Satu dari sekian banyak pengalaman spektakuler adalah saat di mana Allah memberikanku kesempatan merasakan bagaimana menjalani kehidupan di negeri orang yaitu Hong Kong. Hal yang tak pernah sama sekali terbayangkan bisa mengunjungi negeri yang pernah disebutkan Rasul, uthlubul ilma walau fits tsiin, “Tuntutlah ilmu walau ke negeri China.” Tak menyangka bisa mengunjungi negeri yang acapkali dijadikan pengistilahan tak mungkin seperti saat mimpiku berkuliah dulu, “Kuliah dari Hong Kong?”
Bagiku ini jauh di luar batas pemikiranku bahkan bayanganku sebagai anak kampung. Jangankan keluar negeri, naik pesawat saja hanya sebatas mimpi yang mungkin bisa kucapai dengan mendapat undian lotere dan sebagainya. Akan tetapi, lagi-lagi melalui Beastudi Etos dan Dompet Dhuafa ini Allah memberikan nikmat kepadaku. Selama empat puluh hari, tepatnya selama Ramadhan hingga Idul Fitri pada 2012 lalu, di negeri beton sana aku mendapat banyak pelajaran berharga tentang dunia yang langsung berhubungan dengan masyarakat. Betapa berbeda dengan kondisi di kelas. Bukan lagi teori yang dibutukan, tetapi aksi nyata. Aku bersyukur kepada Allah atas pelajaran berharga yang kudapat di sana yakni barang siapa yang mengaku ingin berpendidikan untuk bekal terjun ke dunia masyarakat serta bertekad kuat untuk memberdayakannya maka ia harus siap dididik dan didadak. Dan aku mengalami itu di sana. Alhamdulillaah.

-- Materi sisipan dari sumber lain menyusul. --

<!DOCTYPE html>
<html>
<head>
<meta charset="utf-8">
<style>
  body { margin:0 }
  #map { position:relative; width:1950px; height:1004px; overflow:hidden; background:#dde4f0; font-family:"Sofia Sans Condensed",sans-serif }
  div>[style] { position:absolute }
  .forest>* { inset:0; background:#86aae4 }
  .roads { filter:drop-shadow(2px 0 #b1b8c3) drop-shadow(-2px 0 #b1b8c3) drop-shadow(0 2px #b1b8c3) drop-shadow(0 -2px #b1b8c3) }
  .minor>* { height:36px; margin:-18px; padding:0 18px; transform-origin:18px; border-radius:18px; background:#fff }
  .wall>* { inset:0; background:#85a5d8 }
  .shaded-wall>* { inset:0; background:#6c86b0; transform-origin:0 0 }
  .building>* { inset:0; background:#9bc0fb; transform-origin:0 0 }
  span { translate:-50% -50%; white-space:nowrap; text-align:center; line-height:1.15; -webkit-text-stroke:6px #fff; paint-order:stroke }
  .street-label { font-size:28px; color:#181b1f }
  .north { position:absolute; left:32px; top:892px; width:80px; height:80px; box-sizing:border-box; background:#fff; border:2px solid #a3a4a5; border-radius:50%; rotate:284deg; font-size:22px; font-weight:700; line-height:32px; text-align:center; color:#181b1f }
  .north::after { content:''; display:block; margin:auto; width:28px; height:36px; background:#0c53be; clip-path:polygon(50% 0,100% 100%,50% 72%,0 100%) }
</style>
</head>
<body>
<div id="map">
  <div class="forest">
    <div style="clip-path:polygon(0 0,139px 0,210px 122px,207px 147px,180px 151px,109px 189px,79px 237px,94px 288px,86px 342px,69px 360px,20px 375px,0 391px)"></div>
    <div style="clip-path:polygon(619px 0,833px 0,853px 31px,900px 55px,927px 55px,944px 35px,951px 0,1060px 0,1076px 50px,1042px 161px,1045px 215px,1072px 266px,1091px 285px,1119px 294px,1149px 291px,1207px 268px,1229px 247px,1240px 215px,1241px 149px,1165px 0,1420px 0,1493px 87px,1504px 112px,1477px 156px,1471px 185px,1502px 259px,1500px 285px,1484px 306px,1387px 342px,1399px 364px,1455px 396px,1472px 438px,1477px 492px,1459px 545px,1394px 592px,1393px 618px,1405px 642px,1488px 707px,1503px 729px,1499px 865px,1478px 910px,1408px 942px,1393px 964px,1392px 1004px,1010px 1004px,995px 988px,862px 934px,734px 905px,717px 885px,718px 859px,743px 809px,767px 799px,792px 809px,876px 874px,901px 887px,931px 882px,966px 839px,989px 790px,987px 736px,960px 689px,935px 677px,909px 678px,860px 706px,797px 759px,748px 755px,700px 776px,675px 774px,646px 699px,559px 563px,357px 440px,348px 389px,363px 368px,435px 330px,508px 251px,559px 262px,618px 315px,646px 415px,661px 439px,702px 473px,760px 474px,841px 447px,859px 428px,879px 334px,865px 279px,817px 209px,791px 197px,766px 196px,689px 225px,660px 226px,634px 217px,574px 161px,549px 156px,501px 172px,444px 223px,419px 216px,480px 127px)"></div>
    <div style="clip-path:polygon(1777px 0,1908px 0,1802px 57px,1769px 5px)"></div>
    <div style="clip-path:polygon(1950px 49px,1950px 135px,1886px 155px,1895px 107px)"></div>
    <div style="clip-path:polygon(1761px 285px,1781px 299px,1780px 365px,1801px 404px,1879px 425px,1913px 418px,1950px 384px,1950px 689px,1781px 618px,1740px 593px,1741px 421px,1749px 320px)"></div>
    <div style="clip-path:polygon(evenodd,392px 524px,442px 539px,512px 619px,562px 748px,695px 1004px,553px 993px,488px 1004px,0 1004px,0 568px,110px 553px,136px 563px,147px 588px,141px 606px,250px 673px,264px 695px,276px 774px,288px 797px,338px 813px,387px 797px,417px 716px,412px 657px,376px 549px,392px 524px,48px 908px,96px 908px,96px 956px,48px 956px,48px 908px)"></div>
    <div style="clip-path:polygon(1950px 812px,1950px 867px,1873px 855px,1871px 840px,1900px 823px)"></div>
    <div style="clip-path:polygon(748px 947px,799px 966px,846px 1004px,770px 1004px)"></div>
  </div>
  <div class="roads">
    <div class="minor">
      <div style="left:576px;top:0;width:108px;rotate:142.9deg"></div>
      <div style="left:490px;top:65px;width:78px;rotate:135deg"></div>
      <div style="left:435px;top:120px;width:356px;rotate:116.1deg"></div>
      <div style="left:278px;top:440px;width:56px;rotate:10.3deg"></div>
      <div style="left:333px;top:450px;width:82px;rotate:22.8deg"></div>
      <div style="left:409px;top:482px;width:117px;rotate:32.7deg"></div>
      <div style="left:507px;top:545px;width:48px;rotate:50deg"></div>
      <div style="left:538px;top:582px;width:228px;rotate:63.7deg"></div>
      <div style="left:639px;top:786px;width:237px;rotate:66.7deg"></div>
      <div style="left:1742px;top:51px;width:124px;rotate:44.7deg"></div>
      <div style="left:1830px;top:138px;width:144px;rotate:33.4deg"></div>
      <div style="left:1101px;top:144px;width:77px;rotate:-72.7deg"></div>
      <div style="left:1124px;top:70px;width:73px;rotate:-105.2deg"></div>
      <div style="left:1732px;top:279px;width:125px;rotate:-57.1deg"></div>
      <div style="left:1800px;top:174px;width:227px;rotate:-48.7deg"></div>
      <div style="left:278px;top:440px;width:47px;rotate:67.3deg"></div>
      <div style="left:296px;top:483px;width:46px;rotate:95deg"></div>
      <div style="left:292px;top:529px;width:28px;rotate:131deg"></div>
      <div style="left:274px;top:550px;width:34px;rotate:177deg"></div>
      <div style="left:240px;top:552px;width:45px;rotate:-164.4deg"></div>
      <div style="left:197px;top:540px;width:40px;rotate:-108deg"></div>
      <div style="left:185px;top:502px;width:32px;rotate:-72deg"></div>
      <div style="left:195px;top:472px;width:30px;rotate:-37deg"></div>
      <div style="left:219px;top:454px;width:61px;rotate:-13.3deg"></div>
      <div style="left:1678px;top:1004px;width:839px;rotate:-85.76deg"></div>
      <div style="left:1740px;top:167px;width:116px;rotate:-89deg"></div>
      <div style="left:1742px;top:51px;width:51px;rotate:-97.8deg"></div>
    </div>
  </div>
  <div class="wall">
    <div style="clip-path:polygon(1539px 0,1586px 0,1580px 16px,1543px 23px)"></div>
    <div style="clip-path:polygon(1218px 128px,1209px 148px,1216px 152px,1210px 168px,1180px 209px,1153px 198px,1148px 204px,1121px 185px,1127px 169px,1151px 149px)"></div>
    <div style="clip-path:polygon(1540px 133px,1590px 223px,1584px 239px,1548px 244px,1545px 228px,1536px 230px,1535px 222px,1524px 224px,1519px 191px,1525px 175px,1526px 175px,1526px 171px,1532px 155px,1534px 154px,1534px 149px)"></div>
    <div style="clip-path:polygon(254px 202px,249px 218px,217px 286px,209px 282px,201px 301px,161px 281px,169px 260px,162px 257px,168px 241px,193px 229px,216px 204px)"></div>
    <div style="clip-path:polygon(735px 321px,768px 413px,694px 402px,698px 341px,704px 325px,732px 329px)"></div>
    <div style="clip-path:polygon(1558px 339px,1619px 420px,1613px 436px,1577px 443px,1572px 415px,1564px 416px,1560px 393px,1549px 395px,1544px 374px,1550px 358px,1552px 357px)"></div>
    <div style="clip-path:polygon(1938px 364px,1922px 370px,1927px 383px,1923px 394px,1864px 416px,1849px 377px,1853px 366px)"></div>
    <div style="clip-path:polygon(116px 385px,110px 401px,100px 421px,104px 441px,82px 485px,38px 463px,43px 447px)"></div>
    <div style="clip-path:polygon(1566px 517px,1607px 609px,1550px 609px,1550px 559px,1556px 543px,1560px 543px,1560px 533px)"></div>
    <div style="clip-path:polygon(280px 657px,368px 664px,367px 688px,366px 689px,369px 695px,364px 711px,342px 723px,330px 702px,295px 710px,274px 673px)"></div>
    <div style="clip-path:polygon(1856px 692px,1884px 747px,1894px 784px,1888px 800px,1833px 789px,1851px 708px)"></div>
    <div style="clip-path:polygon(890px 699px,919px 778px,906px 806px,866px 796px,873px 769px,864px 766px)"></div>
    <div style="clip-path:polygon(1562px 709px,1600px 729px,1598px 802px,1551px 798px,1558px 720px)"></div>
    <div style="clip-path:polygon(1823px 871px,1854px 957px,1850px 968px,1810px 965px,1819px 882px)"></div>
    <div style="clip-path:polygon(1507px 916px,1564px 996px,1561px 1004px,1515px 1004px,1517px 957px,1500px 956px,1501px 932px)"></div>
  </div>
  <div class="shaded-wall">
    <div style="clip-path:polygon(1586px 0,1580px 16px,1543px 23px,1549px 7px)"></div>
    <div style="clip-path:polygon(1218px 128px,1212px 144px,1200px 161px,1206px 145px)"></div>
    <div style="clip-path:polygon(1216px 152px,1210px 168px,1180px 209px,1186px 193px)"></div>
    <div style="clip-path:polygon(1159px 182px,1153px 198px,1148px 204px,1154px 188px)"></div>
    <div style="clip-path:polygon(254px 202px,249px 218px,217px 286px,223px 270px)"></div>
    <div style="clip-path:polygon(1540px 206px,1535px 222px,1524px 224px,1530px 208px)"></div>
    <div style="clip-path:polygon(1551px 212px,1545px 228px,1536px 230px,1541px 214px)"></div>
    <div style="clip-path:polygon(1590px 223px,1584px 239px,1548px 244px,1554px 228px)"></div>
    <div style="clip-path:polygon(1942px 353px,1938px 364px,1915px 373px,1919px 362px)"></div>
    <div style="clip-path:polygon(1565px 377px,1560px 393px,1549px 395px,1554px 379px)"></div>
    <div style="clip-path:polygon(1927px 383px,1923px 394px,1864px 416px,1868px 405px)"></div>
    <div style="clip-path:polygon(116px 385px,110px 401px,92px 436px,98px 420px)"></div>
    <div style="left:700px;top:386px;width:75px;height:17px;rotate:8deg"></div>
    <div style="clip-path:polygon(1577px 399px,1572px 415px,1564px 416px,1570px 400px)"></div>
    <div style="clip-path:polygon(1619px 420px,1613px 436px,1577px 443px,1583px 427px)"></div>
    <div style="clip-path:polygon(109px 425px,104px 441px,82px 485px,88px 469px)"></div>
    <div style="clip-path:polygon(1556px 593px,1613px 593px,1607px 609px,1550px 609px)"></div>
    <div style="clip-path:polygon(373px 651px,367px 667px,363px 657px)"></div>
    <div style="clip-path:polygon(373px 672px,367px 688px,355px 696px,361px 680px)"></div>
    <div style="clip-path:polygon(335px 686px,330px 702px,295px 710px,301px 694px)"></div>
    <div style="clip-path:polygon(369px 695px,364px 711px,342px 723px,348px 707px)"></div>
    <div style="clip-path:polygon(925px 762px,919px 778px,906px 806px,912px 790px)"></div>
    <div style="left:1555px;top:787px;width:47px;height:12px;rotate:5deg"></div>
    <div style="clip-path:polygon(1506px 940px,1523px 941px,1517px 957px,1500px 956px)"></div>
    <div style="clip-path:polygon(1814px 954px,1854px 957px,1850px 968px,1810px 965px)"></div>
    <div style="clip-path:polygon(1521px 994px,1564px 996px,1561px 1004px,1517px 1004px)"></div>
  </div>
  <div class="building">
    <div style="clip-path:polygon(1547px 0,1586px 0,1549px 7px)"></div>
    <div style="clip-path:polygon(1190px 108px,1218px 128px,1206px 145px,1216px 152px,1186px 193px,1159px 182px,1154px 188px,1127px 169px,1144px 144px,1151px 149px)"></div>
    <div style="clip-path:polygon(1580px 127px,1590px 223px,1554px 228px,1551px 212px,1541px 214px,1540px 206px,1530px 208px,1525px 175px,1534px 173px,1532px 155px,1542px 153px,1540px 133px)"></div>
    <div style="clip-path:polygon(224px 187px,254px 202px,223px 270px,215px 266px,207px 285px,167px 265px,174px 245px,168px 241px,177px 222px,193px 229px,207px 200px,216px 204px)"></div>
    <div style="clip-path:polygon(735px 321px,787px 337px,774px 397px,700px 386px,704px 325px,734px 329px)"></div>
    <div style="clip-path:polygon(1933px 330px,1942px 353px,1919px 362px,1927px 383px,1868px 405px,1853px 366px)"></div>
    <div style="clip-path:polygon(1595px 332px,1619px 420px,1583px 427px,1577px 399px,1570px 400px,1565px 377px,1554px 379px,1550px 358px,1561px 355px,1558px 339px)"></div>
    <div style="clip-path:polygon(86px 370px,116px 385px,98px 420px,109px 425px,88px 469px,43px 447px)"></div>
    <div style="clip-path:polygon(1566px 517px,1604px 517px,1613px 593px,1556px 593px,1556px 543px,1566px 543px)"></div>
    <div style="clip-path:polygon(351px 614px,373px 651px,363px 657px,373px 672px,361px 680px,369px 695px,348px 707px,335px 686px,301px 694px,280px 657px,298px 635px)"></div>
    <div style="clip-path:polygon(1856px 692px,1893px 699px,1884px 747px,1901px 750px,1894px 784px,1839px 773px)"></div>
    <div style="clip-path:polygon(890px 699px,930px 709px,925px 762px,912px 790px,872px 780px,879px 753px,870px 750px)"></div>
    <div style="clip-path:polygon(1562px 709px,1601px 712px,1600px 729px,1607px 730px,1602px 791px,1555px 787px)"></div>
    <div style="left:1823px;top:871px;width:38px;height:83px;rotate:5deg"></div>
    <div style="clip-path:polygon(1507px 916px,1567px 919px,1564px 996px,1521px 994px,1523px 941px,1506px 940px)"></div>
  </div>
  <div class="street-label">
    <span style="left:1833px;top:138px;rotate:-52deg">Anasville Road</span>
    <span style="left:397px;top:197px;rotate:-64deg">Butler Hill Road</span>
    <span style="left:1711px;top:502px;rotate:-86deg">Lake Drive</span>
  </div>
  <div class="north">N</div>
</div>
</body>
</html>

Namun, sepanjang perjalananku menggapai apa yang kuimpikan dengan semua pengalaman yang ada, sesekali aku berpikir, selama berkuliah ini aku hidup dari beasiswa. Namun, Apa yang sudah kulakukan atas apa yang aku terima ini. Terlebih atas dana zakat yang disalurkan Beastudi Etos kepadaku rasanya berat sekali. Takut tidak amanah dengan dana yang diberikan, takut tidak maksimal dalam kuliah, dan masih dalam ketakutan lainnya. Namun, aku bersyukur, belum lagi ketakutan itu membakar sekujur ragaku. Aku sudah mendapat pencerahan yang justru siap melibas semua ketakutan yang ada.
Semua ilmu dan pengalaman yang kudapat di perkuliahan serta organisasi kampus, juga dengan setumpuk pelatihan akan kujadikan modal untuk menjadi insan yang bermanfaat. Aku akan terus berpegang kuat bahwa sukses bersama jauh lebih indah dibanding mengejar kesuksesan sendiri. “More than excellent” jika tak hanya dapat menyukseskan diri, tetapi juga dapat menyukseskan orang lain.